13. The COVID-19 pandemic is one of the biggest challenges facing modern healthcare. What impact do you see this having on the field of general and visceral surgery?

The impact is huge. Over the last three years, the government had to support the hospitals, otherwise, they had a huge deficit just to compensate for all the extra amount of costs. But this is going to probably be stopped next year, so all the hospitals need to be able to finance themselves again on their own. That means that once the support is not there anymore, a lot of hospitals will have a problem surviving. That's going to be a big challenge, and we will see next year or the year after.

With regard to general surgery, we had a big dip in surgical cases at the beginning of the pandemic in 2020, because we needed all the nurses and all the doctors not to work in the operating room, but in the intensive care units. But now we have a vaccination rate of about 80% in Germany. And 95% of old people had either been infected or are vaccinated. There are only 5% who didn't have any contact with the virus. So we are safe and we can go back to more or less normal life. Visceral surgery can do the normal job again everywhere. We will see what will happen when the winter comes but I don't expect anything really bad.

The only long-term impact really is what will happen to the medical systems and the hospitals in Germany. It's probably not affecting the big hospitals and not the universities, but the smaller hospitals.


14. Despite all other roles, what’s the most fascinating part of your profession as a medical doctor? And what would you have been if you had not been a medical doctor?

I've never thought of an alternative so that's an easy answer. I always wanted to become a medical doctor and I was lucky enough to get support at the university in advance.

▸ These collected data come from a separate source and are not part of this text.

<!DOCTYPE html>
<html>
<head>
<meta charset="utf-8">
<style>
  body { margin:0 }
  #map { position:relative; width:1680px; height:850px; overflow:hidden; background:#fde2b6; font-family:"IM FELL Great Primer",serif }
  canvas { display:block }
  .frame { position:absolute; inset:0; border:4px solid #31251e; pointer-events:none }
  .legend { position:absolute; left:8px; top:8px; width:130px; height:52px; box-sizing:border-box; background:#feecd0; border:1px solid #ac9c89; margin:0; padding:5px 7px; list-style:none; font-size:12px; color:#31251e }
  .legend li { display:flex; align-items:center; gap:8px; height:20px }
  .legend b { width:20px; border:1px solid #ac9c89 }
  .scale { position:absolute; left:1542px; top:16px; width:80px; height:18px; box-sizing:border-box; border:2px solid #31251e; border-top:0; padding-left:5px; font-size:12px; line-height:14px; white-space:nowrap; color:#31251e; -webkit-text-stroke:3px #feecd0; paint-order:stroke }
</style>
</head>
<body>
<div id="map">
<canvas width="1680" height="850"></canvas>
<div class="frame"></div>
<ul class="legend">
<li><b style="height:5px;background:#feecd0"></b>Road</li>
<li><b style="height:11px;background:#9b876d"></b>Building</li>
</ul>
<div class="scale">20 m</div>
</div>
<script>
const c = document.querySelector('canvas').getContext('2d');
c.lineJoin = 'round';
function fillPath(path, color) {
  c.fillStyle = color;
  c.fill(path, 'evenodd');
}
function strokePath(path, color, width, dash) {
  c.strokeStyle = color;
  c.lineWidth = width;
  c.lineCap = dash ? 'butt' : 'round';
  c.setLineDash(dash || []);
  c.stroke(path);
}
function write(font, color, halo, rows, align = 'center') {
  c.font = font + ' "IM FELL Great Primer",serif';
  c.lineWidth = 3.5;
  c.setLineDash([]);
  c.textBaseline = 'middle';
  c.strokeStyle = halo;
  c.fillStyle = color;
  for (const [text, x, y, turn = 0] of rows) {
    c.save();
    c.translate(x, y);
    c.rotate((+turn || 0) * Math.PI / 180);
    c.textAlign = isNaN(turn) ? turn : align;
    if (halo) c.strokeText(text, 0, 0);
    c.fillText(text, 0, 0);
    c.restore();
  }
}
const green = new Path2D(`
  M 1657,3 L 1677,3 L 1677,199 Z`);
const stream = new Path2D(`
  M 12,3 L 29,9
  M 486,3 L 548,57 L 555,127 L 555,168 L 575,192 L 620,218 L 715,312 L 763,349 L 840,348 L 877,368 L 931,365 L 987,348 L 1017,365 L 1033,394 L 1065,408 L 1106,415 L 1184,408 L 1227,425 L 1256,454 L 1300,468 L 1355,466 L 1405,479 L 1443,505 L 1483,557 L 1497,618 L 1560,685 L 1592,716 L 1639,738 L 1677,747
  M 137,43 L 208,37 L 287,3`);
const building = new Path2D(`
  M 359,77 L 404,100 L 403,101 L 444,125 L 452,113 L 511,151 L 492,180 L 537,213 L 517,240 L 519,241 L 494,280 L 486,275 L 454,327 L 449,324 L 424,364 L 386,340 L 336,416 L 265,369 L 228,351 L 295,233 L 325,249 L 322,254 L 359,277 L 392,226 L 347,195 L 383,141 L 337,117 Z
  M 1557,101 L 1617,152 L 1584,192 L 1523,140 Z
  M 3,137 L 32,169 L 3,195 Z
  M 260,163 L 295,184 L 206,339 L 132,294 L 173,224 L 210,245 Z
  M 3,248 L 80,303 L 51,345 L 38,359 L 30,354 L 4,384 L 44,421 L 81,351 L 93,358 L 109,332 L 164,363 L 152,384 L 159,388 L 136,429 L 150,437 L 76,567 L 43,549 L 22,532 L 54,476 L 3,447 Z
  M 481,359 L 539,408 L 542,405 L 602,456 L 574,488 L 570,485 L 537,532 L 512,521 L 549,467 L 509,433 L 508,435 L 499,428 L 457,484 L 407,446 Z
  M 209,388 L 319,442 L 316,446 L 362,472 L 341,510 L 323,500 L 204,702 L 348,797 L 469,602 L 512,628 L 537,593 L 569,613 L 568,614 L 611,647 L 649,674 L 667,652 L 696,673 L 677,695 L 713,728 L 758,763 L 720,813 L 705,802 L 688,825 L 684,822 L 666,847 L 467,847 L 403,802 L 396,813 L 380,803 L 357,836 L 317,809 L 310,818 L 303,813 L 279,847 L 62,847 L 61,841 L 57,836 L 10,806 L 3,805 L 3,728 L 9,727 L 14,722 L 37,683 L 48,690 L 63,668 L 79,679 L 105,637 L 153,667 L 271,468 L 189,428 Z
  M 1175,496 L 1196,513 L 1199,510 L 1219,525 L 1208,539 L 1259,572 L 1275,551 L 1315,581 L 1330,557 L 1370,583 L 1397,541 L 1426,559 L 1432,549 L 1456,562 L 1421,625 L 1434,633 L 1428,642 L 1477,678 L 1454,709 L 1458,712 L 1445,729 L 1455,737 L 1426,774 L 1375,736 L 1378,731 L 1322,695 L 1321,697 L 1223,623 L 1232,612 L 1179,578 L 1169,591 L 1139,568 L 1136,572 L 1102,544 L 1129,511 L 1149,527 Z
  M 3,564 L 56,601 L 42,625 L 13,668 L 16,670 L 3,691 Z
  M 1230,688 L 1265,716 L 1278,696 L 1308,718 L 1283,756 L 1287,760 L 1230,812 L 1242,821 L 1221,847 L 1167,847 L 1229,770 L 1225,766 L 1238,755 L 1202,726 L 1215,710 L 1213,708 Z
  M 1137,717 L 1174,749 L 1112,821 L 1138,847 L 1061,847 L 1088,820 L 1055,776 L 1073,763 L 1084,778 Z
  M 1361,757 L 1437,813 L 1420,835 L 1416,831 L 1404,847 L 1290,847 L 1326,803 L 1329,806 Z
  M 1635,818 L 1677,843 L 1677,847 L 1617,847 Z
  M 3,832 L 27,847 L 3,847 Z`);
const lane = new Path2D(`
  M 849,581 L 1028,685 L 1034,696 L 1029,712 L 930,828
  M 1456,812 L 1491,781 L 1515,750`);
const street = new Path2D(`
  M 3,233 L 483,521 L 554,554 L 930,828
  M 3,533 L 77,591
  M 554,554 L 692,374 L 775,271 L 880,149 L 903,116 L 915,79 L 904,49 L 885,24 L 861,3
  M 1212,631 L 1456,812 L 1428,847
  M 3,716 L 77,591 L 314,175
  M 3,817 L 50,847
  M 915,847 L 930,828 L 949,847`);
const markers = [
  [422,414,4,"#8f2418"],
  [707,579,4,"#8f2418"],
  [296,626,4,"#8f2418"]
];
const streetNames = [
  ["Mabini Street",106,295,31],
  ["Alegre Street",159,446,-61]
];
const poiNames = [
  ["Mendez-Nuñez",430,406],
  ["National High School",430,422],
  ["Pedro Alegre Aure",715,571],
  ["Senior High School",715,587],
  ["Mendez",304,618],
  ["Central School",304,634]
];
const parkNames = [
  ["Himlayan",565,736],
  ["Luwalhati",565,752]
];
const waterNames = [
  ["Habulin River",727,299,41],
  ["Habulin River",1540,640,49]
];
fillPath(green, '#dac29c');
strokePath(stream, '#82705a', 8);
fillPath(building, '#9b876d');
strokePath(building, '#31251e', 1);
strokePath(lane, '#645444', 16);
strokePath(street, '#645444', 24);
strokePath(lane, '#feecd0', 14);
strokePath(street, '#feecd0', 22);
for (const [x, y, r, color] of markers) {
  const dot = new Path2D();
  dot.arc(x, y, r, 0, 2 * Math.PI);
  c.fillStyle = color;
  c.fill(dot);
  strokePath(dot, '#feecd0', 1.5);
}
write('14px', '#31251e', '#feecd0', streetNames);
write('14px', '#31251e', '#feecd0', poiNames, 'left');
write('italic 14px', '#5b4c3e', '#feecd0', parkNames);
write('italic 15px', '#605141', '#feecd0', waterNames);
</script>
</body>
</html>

The most fascinating part of it, I think, is to help with your own hands. And the other thing is to teach students. You can actually work with younger people, which really helps. It's fascinating.


15. What are your hobbies during your leisure time?

There is almost no time for it, but, I have some hobbies. I do sports and I try to keep fit, not as much as I used to, it's getting less and less. I play the  jazz guitar and of course as everybody, read books, listen to music, enjoy life.